- [Activity]: Would you retype exactly the lines from the one containing "Instruction: Parse this" through the last line of the records below, and nothing else?

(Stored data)
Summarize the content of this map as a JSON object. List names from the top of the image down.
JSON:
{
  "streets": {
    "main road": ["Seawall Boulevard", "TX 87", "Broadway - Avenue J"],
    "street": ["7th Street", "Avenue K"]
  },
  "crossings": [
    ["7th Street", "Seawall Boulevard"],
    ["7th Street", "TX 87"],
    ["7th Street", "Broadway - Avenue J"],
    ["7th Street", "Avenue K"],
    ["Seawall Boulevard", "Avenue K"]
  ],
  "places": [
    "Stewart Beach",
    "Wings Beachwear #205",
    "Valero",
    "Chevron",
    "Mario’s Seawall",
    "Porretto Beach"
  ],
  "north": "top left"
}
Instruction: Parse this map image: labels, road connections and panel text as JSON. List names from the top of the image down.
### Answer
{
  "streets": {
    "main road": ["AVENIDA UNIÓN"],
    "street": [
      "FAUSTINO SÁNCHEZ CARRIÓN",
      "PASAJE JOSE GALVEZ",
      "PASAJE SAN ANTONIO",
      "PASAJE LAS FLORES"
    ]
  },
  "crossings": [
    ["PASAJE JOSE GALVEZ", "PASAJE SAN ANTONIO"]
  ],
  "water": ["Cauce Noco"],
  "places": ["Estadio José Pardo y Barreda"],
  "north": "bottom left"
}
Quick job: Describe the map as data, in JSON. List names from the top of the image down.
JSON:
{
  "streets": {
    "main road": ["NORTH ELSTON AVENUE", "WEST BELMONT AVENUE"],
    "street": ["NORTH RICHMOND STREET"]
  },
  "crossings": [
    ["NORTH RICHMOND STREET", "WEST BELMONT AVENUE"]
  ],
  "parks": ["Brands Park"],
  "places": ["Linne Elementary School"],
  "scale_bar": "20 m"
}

- [Answer to the exercise]:
Instruction: Parse this map image: labels, road connections and panel text as JSON. List names from the top of the image down.
### Answer
{
  "streets": {
    "main road": ["AVENIDA UNIÓN"],
    "street": [
      "FAUSTINO SÁNCHEZ CARRIÓN",
      "PASAJE JOSE GALVEZ",
      "PASAJE SAN ANTONIO",
      "PASAJE LAS FLORES"
    ]
  },
  "crossings": [
    ["PASAJE JOSE GALVEZ", "PASAJE SAN ANTONIO"]
  ],
  "water": ["Cauce Noco"],
  "places": ["Estadio José Pardo y Barreda"],
  "north": "bottom left"
}
Quick job: Describe the map as data, in JSON. List names from the top of the image down.
JSON:
{
  "streets": {
    "main road": ["NORTH ELSTON AVENUE", "WEST BELMONT AVENUE"],
    "street": ["NORTH RICHMOND STREET"]
  },
  "crossings": [
    ["NORTH RICHMOND STREET", "WEST BELMONT AVENUE"]
  ],
  "parks": ["Brands Park"],
  "places": ["Linne Elementary School"],
  "scale_bar": "20 m"
}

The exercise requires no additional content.